All I can say is thank the Universe that we don’t have to buy a new car every year. We had to sell the husband’s old truck several years ago when we took jobs in Alaska, and functioned pretty well on one car when we came to Florida. Now that we are back full time, we had to put on our purple patience panties and go truck shopping.
I swear, car salesmen can smell you coming. Some are definitely better than others, but you don’t always know who or what you are going to get. The one who thinks you need a Hummer when you are a Ford pickup kind of guy. The one who thinks you are less of a human for wanting a used car. The one who tells you that he thinks you are a cheap bastard (in the kindest words possible) because you don’t want to play the haggle game and continue to be emotionally sucked dry by the “work with me” pleads. Or the one who truly likes to sell cars and reasonably shows you what they got. We experienced all four in our great truck hunt.
I tell the husband all the time (and fully prepped him in this case) to put on his purple patience panties. He gives me “that look”, and proceeds to tell me he has all the patience in the world. But both he and I know that it is quite the opposite. With no patience comes curt words, an exasperated tone of voice, rudeness, body tension, and high blood pressure.
It is difficult to have patience in this day and age. Everyone is in a hurry, wants more, wants it better, to get there quicker, and more efficiently. Sometimes we want that thing that is causing distress (ahem, divorce, anyone?) to just go away sooner rather than later because it comes with its own anxiety and stress-related side effects.
But all this does is put a heavy burden on, or adds to the burden of, your mental and physical health. Your adrenal glands kick into high gear as cortisol shoots through your body, and when your adrenals get accustomed to always being in a high alert state, they start to manifest disease in your body. Anxiety becomes your new “normal”.
Being aggressive, pushy, and intolerant has you swimming against the current as you try to force control over an out-of-your-control situation. The desire to control is why anger and frustration surfaces, and you start behaving in congruence to how you feel. However, no matter how poorly you behave, or how worked up you get, you are not going to vaporize the sleaze from the car dealership experience. You aren’t going to make the traffic in front of you magically evaporate so you get home faster. You aren’t going to convince the ex spouse to agree to the settlement that you believe is most fair.
Being patient aligns you with the Universe. It keeps you moving in the right direction, even if only at 5 mph, but in the end, the experience keeps all your body systems happy and healthy. Sometimes patience allows for other opportunities that you don’t recognize because you are too busy trying to force a square peg into a round hole.
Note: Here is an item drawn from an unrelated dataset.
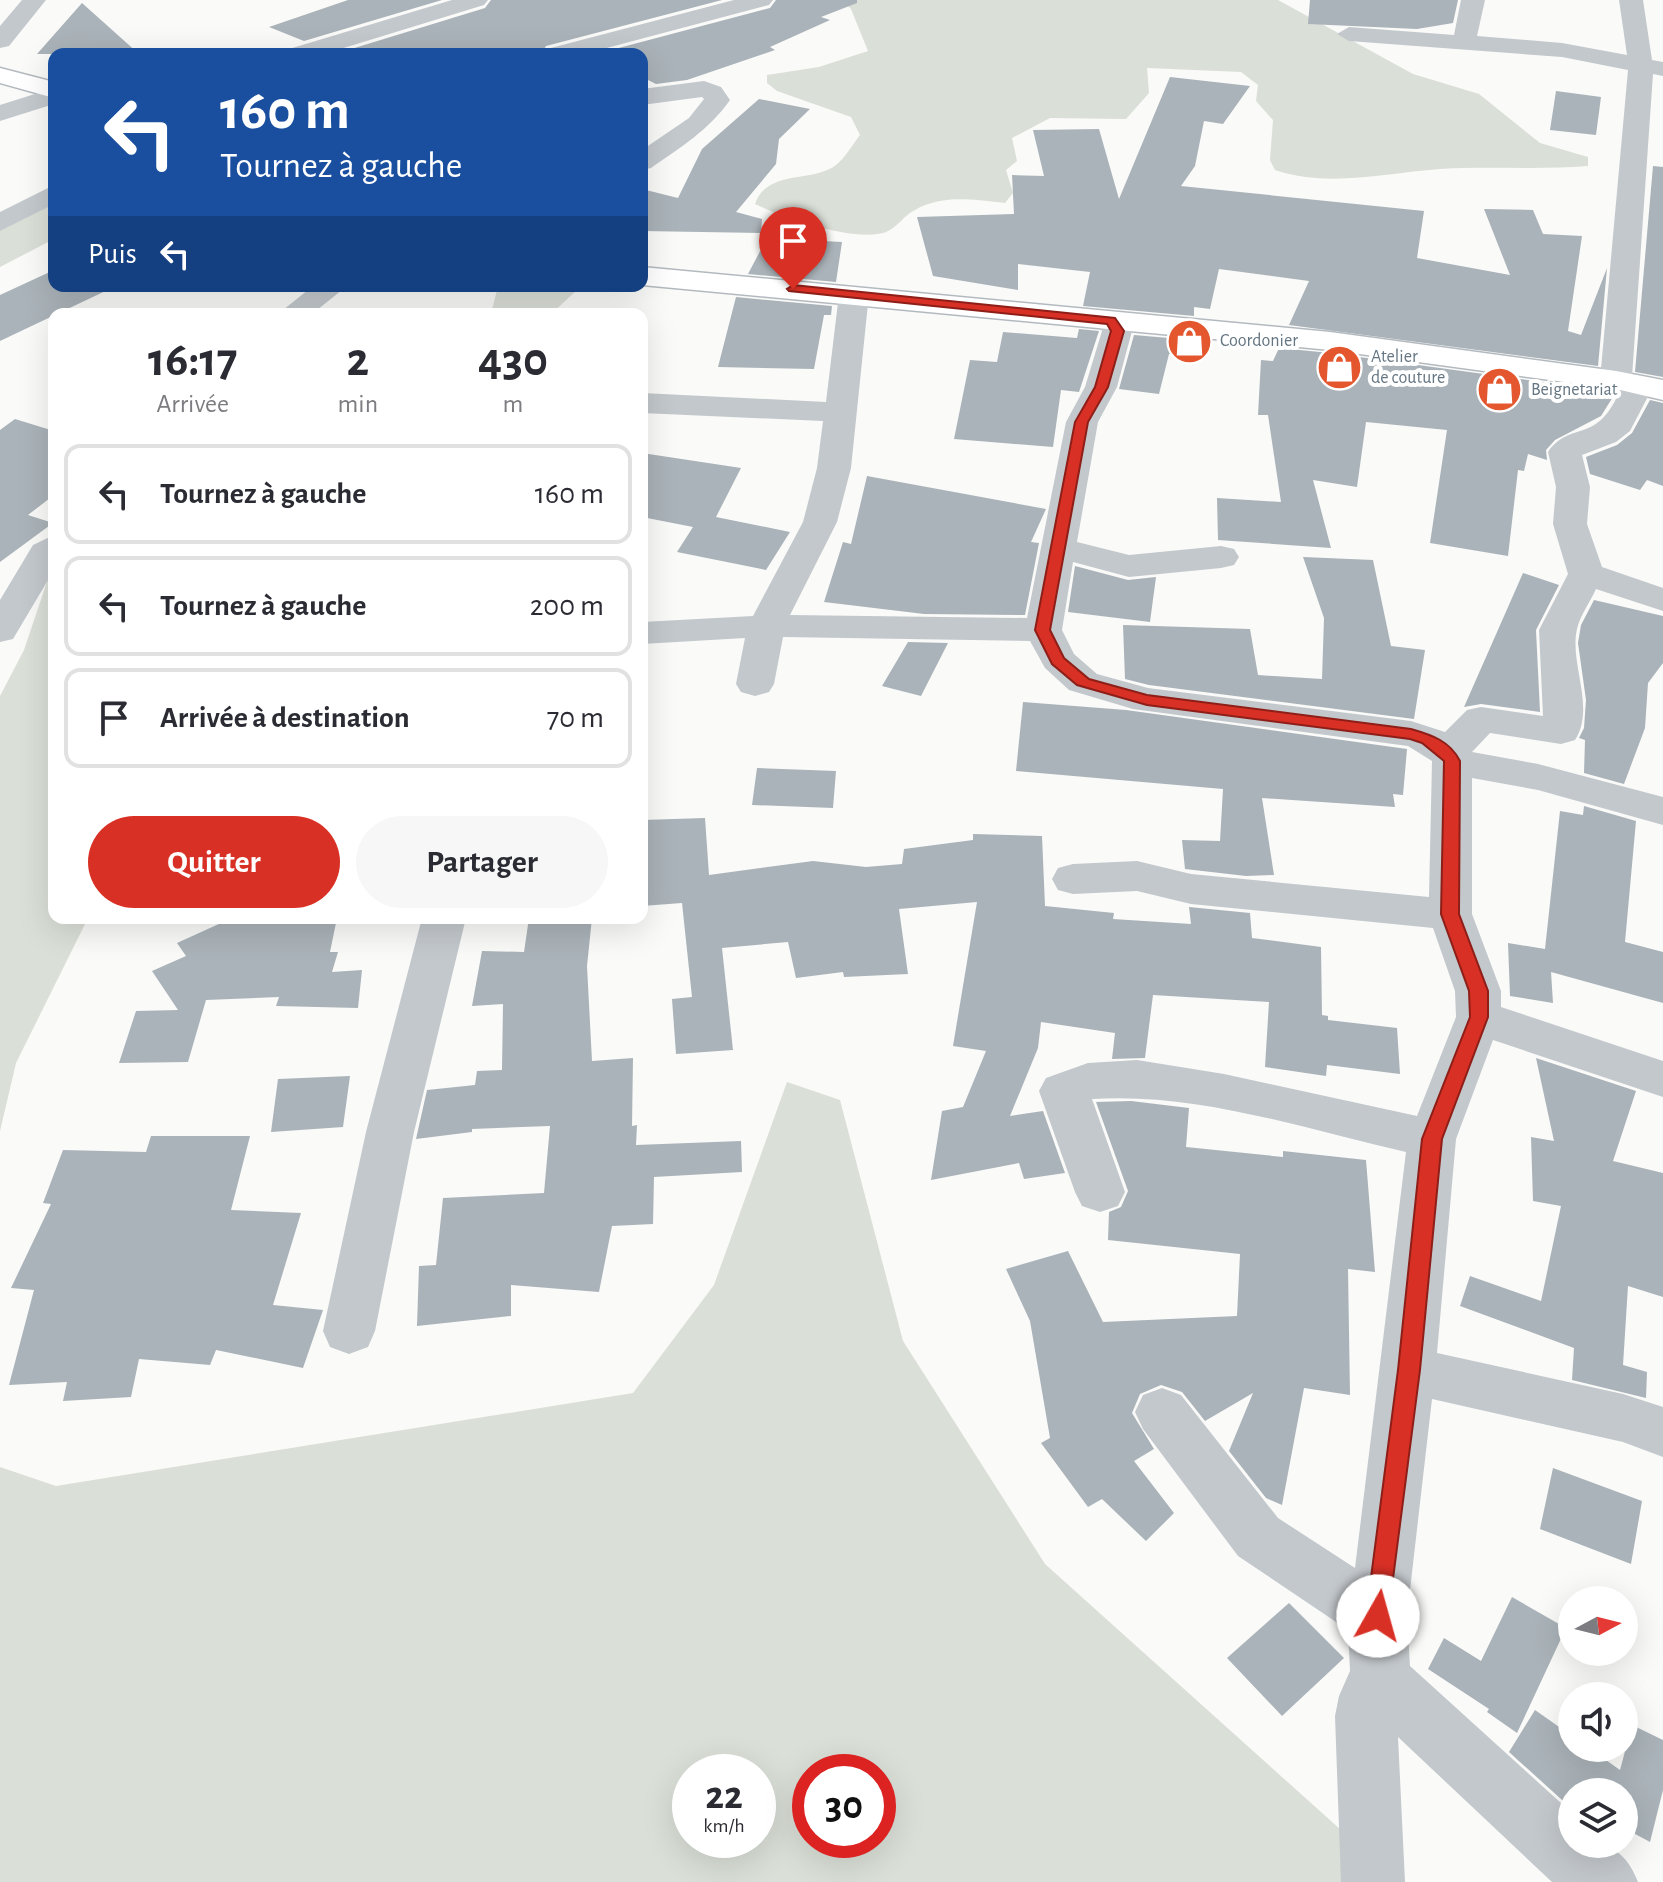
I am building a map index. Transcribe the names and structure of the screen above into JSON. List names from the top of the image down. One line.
{"places":{"shop":["Coordonier","Atelier de couture","Beignetariat"]},"north":"right","page":{"turn":["160 m","Tournez à gauche"],"then":"Puis","eta":["16:17","Arrivée","2","min","430","m"],"list":[{"name":"Tournez à gauche","value":"160 m"},{"name":"Tournez à gauche","value":"200 m"},{"name":"Arrivée à destination","value":"70 m"}],"buttons":["Quitter","Partager"],"speed":"22 km/h","limit":"30"}}
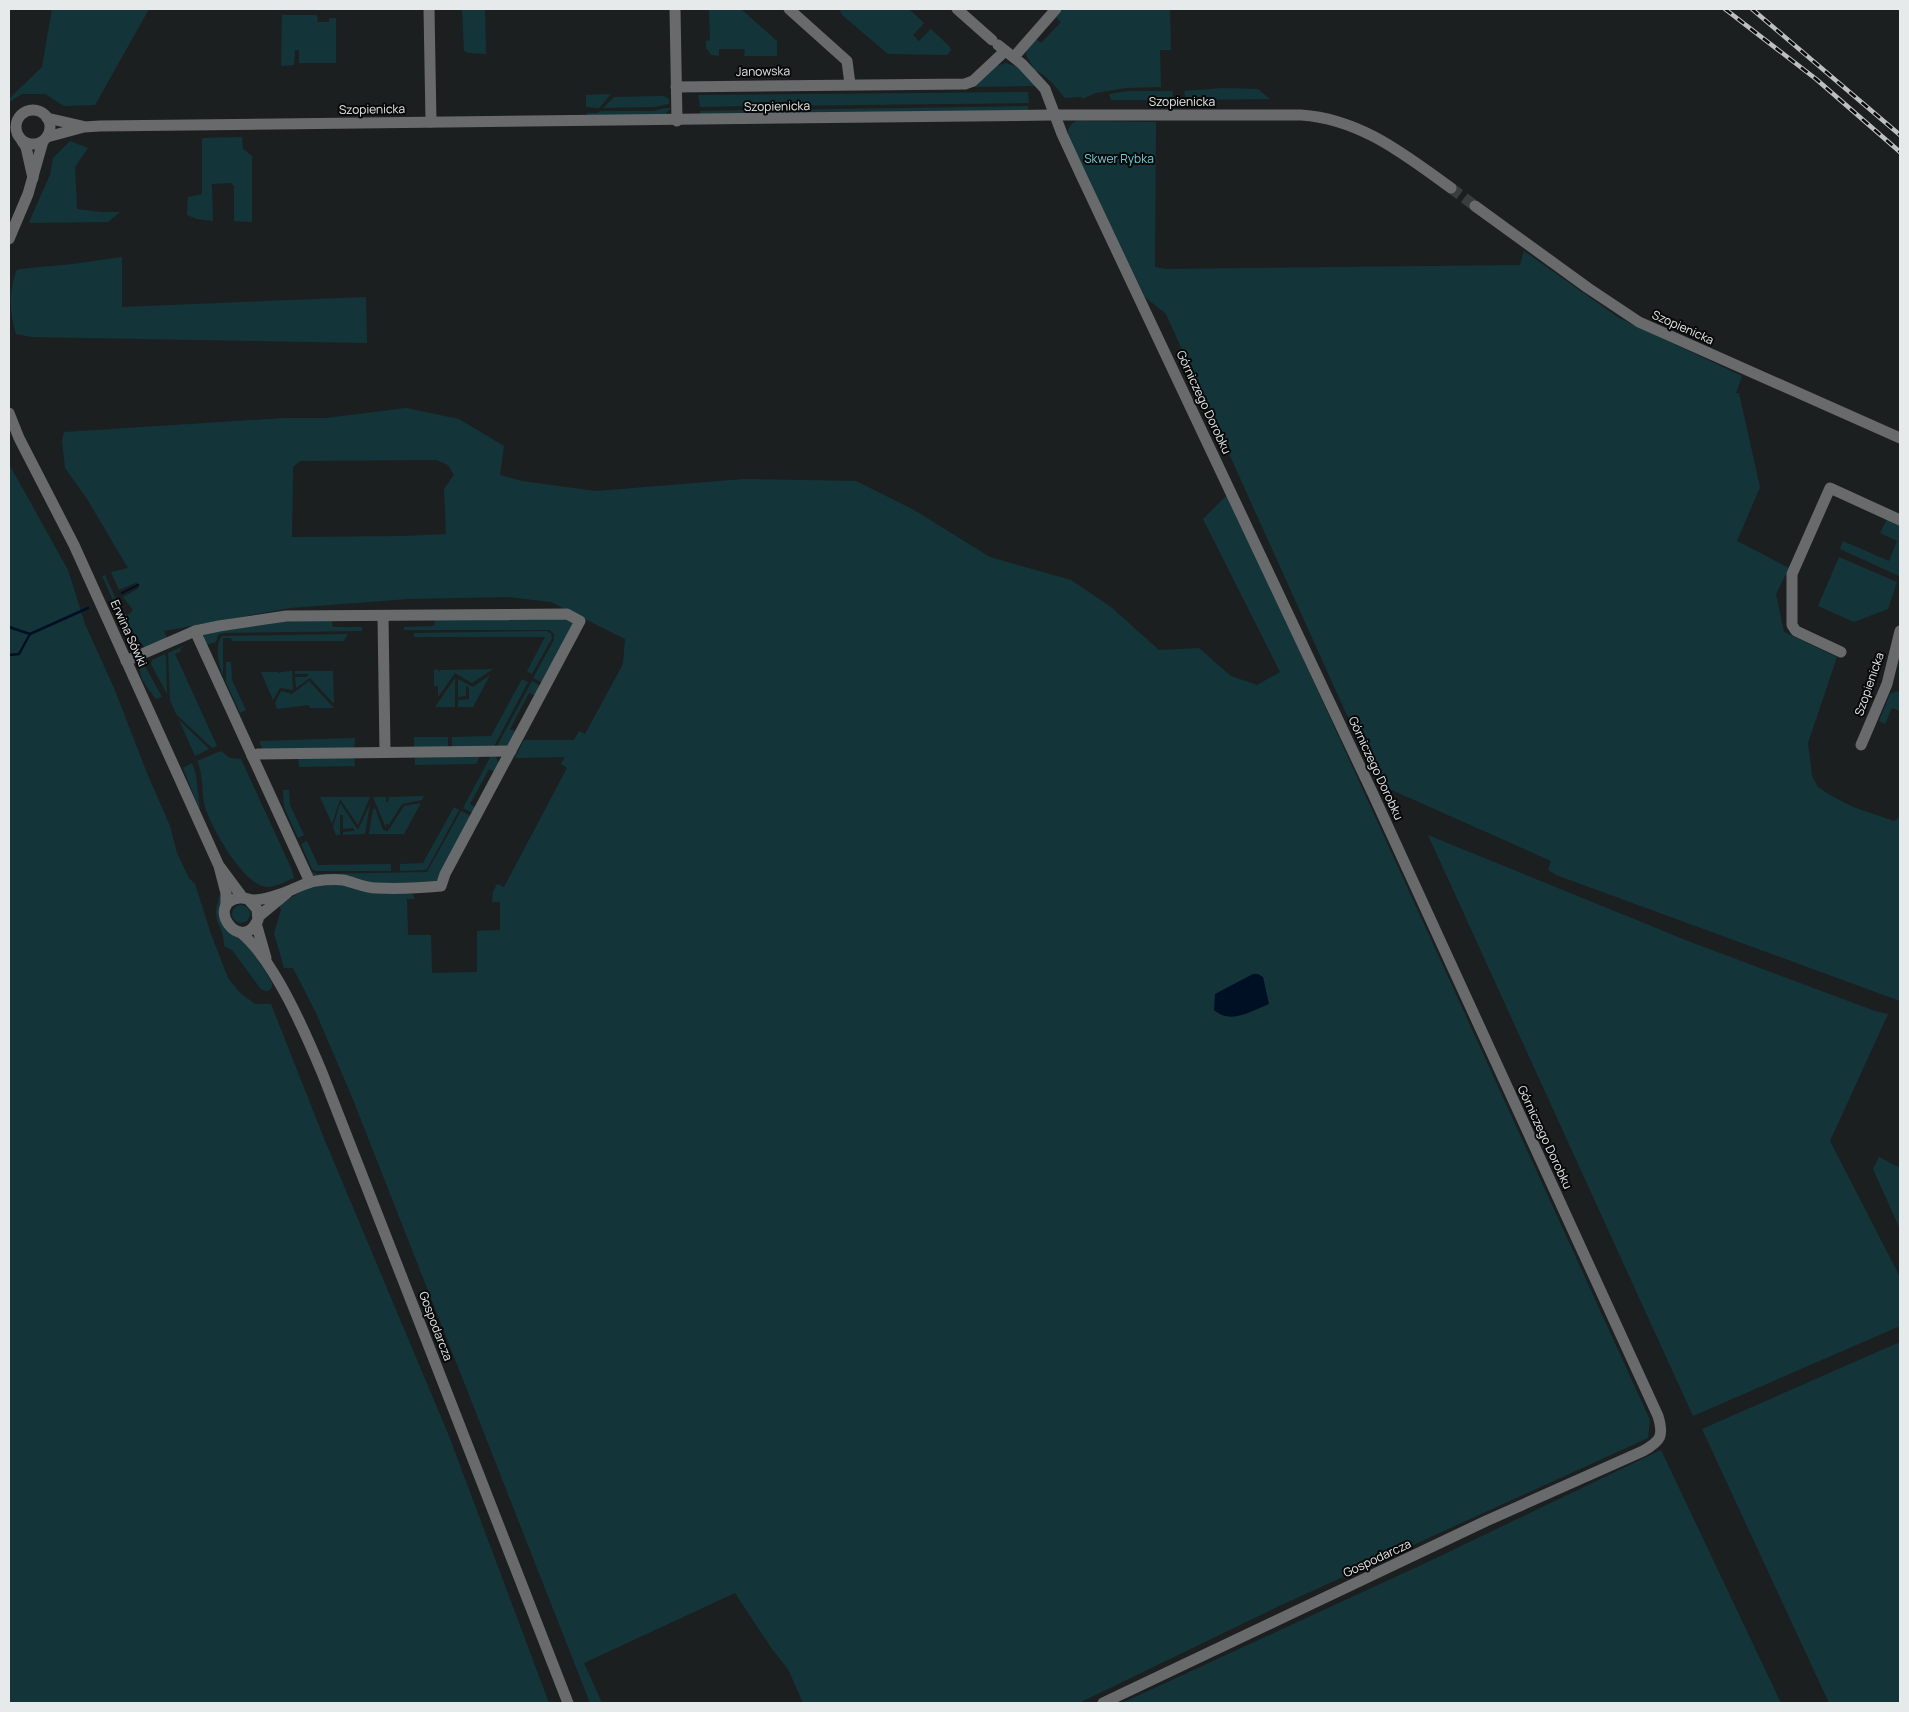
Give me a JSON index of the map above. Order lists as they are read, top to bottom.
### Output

Next time you find yourself heading into a situation that is going to test your patience, try this:
1. Put on your purple patience panties. Or maybe they are red. Paisley? Sometimes just having a corny visual helps prep you mentally for what’s to come.
2. Take the time to do some deep breathing. We don’t do enough of this as is. Deep breathing, filling up your diaphragm AND lungs, cleanses your mind and gives your body a stress break.
3. Find a few things to be grateful for in the situation. I am grateful for jobs that allow us to afford a new-used car. I am grateful that when stuck in traffic, I am not involved in an accident or broken down on the side of the road. During the time of my divorce, I was grateful for the support of a few friends that really came through for me and helped me move.
4. Take the time to learn something new. If waiting tries your patience, fill up your iPod with educational podcasts that are of interest, and improve your knowledge and/or skills.
5. Dealing with someone who is a thorn in your side? Remind yourself that their issues are not yours, and their behavior is not personal to you. It may seem like it, but they are really responding in accordance with their own baggage. The pushy sales guy? He is trying to earn a living. Maybe he has 10 kids at home that he needs to support. I thank the Universe I don’t have 10 kids!